A Closer Walk is Robert Bilheimer's documentary film about the global AIDS epidemic. Narrated by Glenn Close and Will Smith, A Closer Walk features cinematography by Richard D. Young, interviews with the Dalai Lama, Bono, and Kofi Annan, and musical contributions by Annie Lennox, The Neville Brothers, Dido, Eric Clapton, Moby, Geoffrey Oryema, and Sade.

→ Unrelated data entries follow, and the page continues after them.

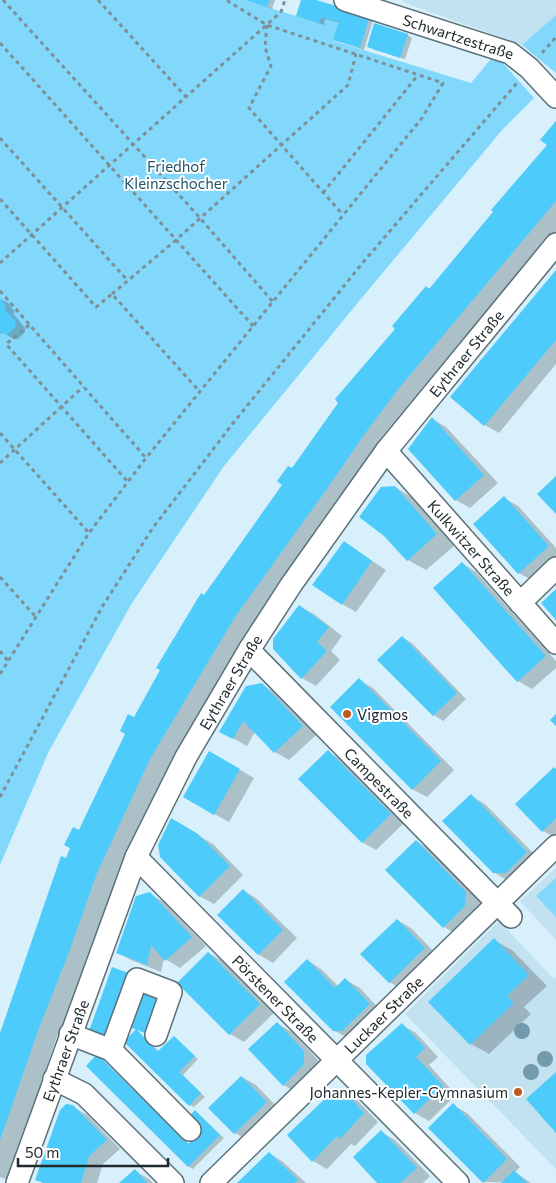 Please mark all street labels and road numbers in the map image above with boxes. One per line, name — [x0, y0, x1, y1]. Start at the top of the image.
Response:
street label: Schwartzestraße — [401, 10, 516, 63]
street label: Eythraer Straße — [425, 306, 507, 401]
street label: Kulkwitzer Straße — [424, 496, 519, 599]
street label: Eythraer Straße — [195, 631, 266, 733]
street label: Campestraße — [341, 744, 418, 822]
street label: Pörstener Straße — [229, 951, 323, 1046]
street label: Luckaer Straße — [340, 972, 426, 1057]
street label: Eythraer Straße — [39, 997, 92, 1104] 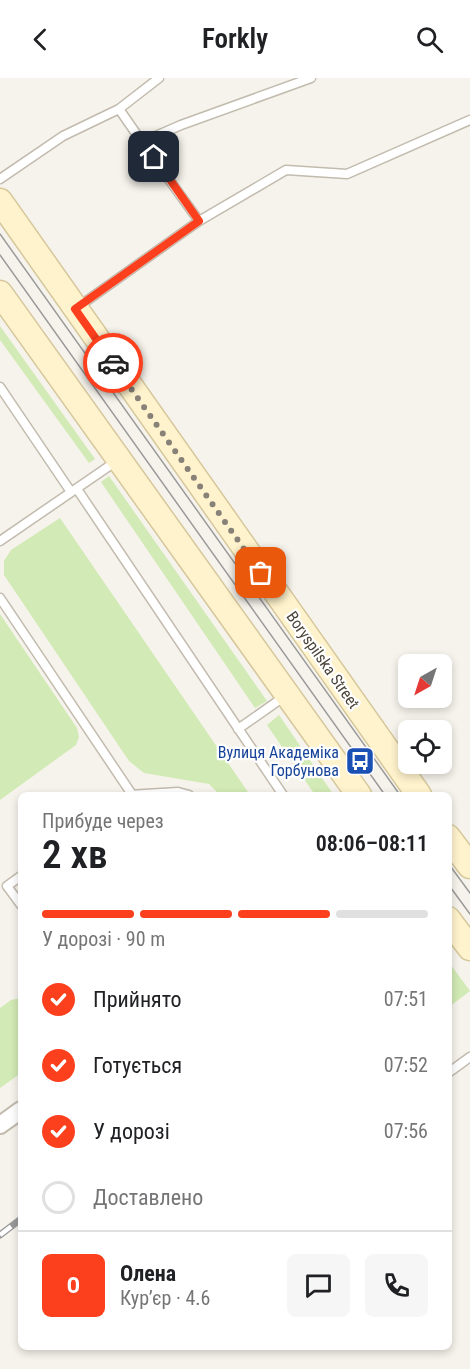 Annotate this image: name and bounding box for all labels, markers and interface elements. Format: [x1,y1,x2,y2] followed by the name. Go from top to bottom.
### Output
[24,23,57,56] icon: back
[202,23,268,55] text: Forkly
[413,23,446,56] icon: search
[128,131,179,182] pin
[137,140,170,173] icon: home
[83,333,143,393] courier
[97,347,130,380] icon: car
[235,547,286,598] pin
[244,556,277,589] icon: bag
[282,608,364,712] street label: Boryspilska Street
[398,654,452,708] north arrow
[398,654,452,774] map controls
[398,720,452,774] button: locate
[218,743,339,780] place label: Вулиця Академіка Горбунова
[344,745,376,777] bus stop icon: Вулиця Академіка Горбунова
[42,809,164,833] text: Прибуде через
[316,831,428,856] text: 08:06–08:11
[42,832,108,878] text: 2 хв
[42,927,165,951] text: У дорозі · 90 m
[42,983,75,1016] icon: check
[93,987,182,1012] text: Прийнято
[384,987,428,1011] text: 07:51
[42,1049,75,1082] icon: check
[93,1053,182,1078] text: Готується
[384,1053,428,1077] text: 07:52
[42,1115,75,1148] icon: check
[93,1119,170,1144] text: У дорозі
[384,1119,428,1143] text: 07:56
[93,1185,203,1210] text: Доставлено
[287,1254,350,1317] button: chat
[365,1254,428,1317] button: phone
[120,1261,176,1286] text: Олена
[67,1273,80,1298] text: О
[120,1286,210,1310] text: Кур’єр · 4.6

Subjects and storylines encompass the broad spectrum of the global AIDS experience and include people with HIV/AIDS from all walks of life; AIDS children and orphans and those caring for them; doctors, nurses, and social workers; human rights advocates; and prominent scientists, economists, researchers, government leaders, and NGO officials. The film's basic themes remain, what are the underlying causes of AIDS; the relationship between health, dignity, and human rights; and the universal need for action, compassion, and commitment to counter what has become the worst plague in human history.

==Production==
Conceived in 1996 with Jonathan Mann, A Closer Walk took three years to develop. For the film, more than 50 women, men, and young people have been interviewed or profiled in the following regions and locations: Uganda, South Africa, Haiti, Switzerland, India, Nepal, Ukraine, Cambodia, and various locations in the United States including New York City; Kansas City, Missouri; San Francisco; and Cambridge, Massachusetts. Production of A Closer Walk began in February 2000, and was completed in December 2002.

==Cast==

- Glenn Close – Narrator
- Will Smith – Narrator
- Kofi Annan – Himself
- Bono – Himself
- Dalai Lama – Himself

==Critical response==
The film has received international critical acclaim. Writing for the Gannett News Service, chief film critic Jack Garner gave A Closer Walk his highest rating, calling it a "beautifully told story of suffering that inspires hope and action." In South Africa, reviewing the film prior to its national airing on South African television, Claire Keaton of the Sunday Times called the film "unforgettable." In New Delhi, following the film's India premiere, Rajeshwari Sharma of the Economic Times said that A Closer Walk is "an absolutely brilliant account of the deadliest plague humankind has ever known."

==Distribution==
A Closer Walk is a production of Worldwide Documentaries, a not-for-profit film production company focusing on matters of cultural, social, and humanitarian interest.